"send disconnect: Broken pipe" with ssh/scp after T3781:'Revert the NAT implementation in 1.3 back to iptables'

dutty · October 3, 2021, 8:46pm

Hello,

It looks like nftables were replaced with iptables due to T3781 in VyOS 1.3 Equuleus (1.3.0-epa1).
I now consistently experience broken pipes (disconnections) while copying large files over ssh from inside-LAN client to outside server through vyos NAT in between.

I have a very typical setup: 192.168.0.0/24 local subnet (LAN) and vyos router (1.3.0-epa1) with masquerade SNAT and one external WAN ip. The problem is that a client residing in the LAN subnet cannot copy large files over ssh to the external (cloud) server: connection randomly disconnects with “disconnect: Broken pipe” in the logs. Though copying itself goes smoothly until the very disconnect moment: it’s clearly visible on the server side with iotop. Disconnect randomly happens in 7 to 50 minutes. I never could complete the copy (it takes about 5 hours normally given the file size and link speed).

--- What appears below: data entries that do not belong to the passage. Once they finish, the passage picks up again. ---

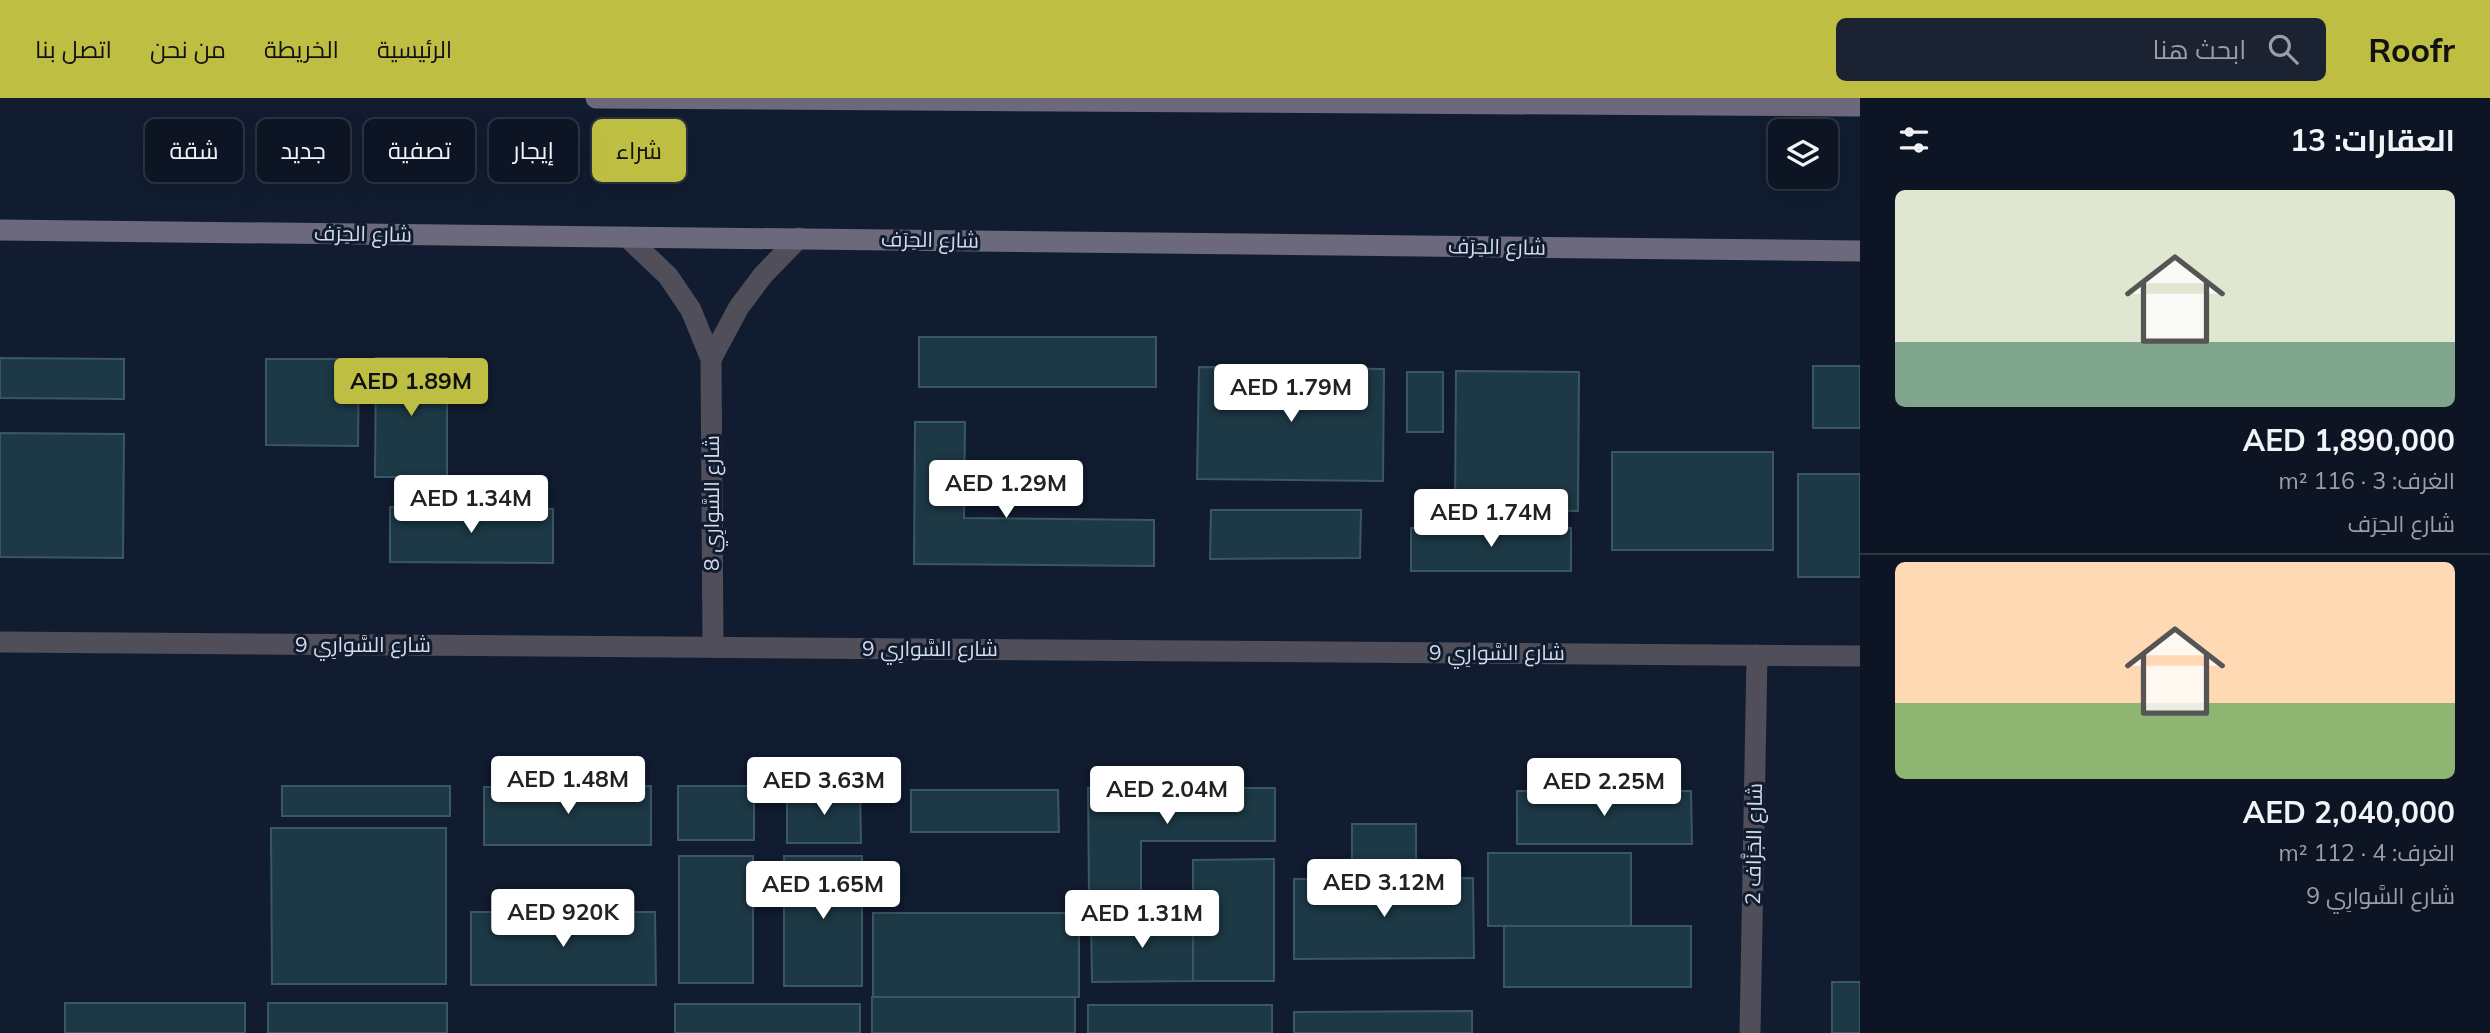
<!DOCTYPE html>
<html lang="ar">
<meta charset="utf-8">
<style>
:root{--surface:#0d1524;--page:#1b2231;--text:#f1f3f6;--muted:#9a9fa6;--line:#2d3441;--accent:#bebf42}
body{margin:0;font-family:Mulish,Cairo,sans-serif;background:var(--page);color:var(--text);direction:rtl;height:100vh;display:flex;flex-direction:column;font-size:26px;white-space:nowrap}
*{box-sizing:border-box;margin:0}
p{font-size:23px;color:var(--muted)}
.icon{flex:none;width:38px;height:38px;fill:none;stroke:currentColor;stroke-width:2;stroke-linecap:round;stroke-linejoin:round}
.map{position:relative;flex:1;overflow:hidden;direction:ltr}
.drawer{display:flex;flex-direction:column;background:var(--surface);width:630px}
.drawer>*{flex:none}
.guide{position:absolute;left:21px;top:21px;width:665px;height:63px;direction:rtl;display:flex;gap:14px}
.controls{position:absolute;left:1768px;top:21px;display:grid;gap:14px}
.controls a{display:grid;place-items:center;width:70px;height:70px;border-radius:10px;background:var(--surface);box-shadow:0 7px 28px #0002,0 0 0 2px var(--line);font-size:35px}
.price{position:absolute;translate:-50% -60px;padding:0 16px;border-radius:7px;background:#fff;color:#222;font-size:23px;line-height:46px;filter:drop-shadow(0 2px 4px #0008)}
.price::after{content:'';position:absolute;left:50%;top:42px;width:21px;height:16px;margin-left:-10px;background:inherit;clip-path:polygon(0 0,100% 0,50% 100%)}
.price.on{background:var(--accent);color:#111}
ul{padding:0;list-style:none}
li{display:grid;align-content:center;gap:14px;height:371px;padding:0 35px}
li+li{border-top:2px solid var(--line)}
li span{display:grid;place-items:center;height:217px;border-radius:10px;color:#555}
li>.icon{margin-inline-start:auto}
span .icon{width:126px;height:126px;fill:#fffc;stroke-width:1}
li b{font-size:30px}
h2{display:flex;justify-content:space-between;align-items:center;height:84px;padding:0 35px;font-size:30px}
.chip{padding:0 24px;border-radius:10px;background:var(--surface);box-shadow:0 7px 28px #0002,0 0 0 2px var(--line);font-size:24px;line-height:63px}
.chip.on{background:var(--accent);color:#111}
header{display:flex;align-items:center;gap:42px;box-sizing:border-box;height:98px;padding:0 35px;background:var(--accent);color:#111}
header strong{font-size:33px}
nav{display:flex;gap:38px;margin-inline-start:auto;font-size:24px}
.search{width:490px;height:63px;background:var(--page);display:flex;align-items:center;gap:18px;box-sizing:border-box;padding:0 24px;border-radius:10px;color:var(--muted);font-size:26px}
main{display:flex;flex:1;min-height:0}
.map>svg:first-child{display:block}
.building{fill:#1d3946;stroke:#3b5765;stroke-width:2}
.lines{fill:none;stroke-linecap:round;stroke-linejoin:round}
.street{stroke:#4f4e59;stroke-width:21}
.secondary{stroke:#6b697b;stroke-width:21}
.labels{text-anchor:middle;stroke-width:6;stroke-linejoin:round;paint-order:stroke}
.street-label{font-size:21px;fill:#d4dcea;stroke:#111c30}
</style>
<header>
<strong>Roofr</strong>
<div class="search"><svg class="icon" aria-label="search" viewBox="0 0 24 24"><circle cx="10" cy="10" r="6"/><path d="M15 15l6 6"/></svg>ابحث هنا</div>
<nav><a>الرئيسية</a><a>الخريطة</a><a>من نحن</a><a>اتصل بنا</a></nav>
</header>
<main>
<section class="drawer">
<h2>العقارات: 13<svg class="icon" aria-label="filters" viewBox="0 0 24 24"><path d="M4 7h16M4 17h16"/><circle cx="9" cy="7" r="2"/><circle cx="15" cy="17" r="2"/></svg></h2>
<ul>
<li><span style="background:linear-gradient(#dfe7d0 70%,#7fa58c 0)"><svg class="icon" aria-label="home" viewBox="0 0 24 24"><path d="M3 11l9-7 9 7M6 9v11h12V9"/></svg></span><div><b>AED 1,890,000</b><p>الغرف: 3 · 116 m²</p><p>شارع الحِرَف</p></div></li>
<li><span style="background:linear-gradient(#ffd9b3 65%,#8fb573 0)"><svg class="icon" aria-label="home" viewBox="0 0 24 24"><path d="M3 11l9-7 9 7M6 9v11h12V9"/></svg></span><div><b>AED 2,040,000</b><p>الغرف: 4 · 112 m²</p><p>شارع السَّوارِي 9</p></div></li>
</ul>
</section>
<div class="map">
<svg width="1860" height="935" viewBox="0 0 1860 935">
<rect width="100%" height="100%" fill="#111c30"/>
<g class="building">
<rect x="919" y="239" width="237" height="50"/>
<polygon points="0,260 124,261 124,301 0,300"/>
<polygon points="376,260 447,260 447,379 375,379"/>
<polygon points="266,261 359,261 358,348 266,347"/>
<rect x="1813" y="268" width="47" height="62"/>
<polygon points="1199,269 1384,271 1383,383 1197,381"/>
<polygon points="1456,273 1579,274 1578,413 1455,412"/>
<rect x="1407" y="274" width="36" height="60"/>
<polygon points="915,324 965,324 964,420 1154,422 1154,468 914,466"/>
<polygon points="0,335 124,336 123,460 0,459"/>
<rect x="1612" y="354" width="161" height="98"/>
<rect x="1798" y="376" width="62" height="103"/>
<polygon points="390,409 553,411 553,465 390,464"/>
<polygon points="1211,412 1361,412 1360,460 1210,461"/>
<rect x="1411" y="430" width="160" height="43"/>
<rect x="282" y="688" width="168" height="30"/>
<polygon points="651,688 651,747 484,747 484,689"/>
<rect x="678" y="688" width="76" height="54"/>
<polygon points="1088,690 1275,690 1275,743 1141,743 1141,796 1089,796"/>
<polygon points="911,692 1058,692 1059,734 911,734"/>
<polygon points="787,693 860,693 861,745 787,745"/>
<polygon points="1517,693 1691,693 1692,746 1517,746"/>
<polygon points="1352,726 1416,726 1416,781 1352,780"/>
<polygon points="271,730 446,730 446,886 272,886"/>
<rect x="1488" y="755" width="143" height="73"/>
<rect x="679" y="758" width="74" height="127"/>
<rect x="784" y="758" width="78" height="130"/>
<polygon points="1274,761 1274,883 1193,883 1193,762"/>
<polygon points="1473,780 1474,860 1294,861 1294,781"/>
<polygon points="471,814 655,814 656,887 471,887"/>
<rect x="873" y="815" width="206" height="84"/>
<polygon points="1091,821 1193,821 1193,883 1092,884"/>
<rect x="1504" y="828" width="187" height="61"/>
<rect x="1832" y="884" width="28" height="51"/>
<rect x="872" y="899" width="203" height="36"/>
<rect x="65" y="905" width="180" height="30"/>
<rect x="268" y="905" width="179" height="30"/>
<rect x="675" y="906" width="185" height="29"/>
<rect x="1088" y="907" width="184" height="28"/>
<polygon points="1472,913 1472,935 1294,935 1294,914"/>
</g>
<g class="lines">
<g class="street">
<polyline points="627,139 668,178 691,212 711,261 713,549"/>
<polyline points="711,261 739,209 763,177 799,140"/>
<polyline points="0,544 1860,558"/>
<polyline points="1750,935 1757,557"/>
</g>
<g class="secondary">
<polyline points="596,0 1860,8"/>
<polyline points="0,132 1860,153"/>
</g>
</g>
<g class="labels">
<g class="street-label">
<text transform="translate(363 136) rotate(1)" y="7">شارع الحِرَف</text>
<text transform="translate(930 142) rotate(1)" y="7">شارع الحِرَف</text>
<text transform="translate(1497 149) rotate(1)" y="7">شارع الحِرَف</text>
<text transform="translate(712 405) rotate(-90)" y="7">شارع السَّوارِي 8</text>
<text x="363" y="554">شارع السَّوارِي 9</text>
<text x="930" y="558">شارع السَّوارِي 9</text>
<text x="1497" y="562">شارع السَّوارِي 9</text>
<text transform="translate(1754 746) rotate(-89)" y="7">شارع الجَزَّاف 2</text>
</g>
</g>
</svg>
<div class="controls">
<a><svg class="icon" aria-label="layers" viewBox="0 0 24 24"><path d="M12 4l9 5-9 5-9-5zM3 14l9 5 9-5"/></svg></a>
</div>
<b class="price on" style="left:411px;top:320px">AED 1.89M</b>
<b class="price" style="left:1291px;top:326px">AED 1.79M</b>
<b class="price" style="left:1006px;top:422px">AED 1.29M</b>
<b class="price" style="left:471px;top:437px">AED 1.34M</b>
<b class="price" style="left:1491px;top:451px">AED 1.74M</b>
<b class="price" style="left:568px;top:718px">AED 1.48M</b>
<b class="price" style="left:824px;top:719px">AED 3.63M</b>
<b class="price" style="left:1604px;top:720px">AED 2.25M</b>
<b class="price" style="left:1167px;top:728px">AED 2.04M</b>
<b class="price" style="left:1384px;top:821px">AED 3.12M</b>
<b class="price" style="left:823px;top:823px">AED 1.65M</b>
<b class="price" style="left:563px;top:851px">AED 920K</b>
<b class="price" style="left:1142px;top:852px">AED 1.31M</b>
<div class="guide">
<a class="chip on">شراء</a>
<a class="chip">إيجار</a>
<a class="chip">تصفية</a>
<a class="chip">جديد</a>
<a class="chip">شقة</a>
</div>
</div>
</main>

If I boot to previous image (1.3-rolling-20210813) with exactly same config everything works fine, and ssh never disconnects.

I double checked conntrack settings, timeouts - everything is identical between epa1 image and 1.3-rolling-20210813. The only difference is that version of Aug 13 has nftables instead of iptables in epa1. ServerAliveInterval in client’s ssh config doesn’t help either.

Does anybody know how to fix this?

Thanks a lot.

dutty · October 4, 2021, 9:13pm

I can consistently reproduce the issue on every rolling release image of Equuleus I tried since the mid of September. Every time I installed new image the backup failed the following night. I go back to the image dated Aug 13 (before the switch to iptables for NAT) and the next night backup completes normally.
Since the backup script (that utilizes the copying via ssh) runs on several machines inside LAN, and all of them either all fail in the same manner or all succeed, I’m certain the problem exists in Vyos. And I attribute the issue to NAT implementation switch happened on Aug 26 because no other relevant change is noticed after this date in the changelog 1.3 Equuleus — VyOS 1.3.x (equuleus) documentation.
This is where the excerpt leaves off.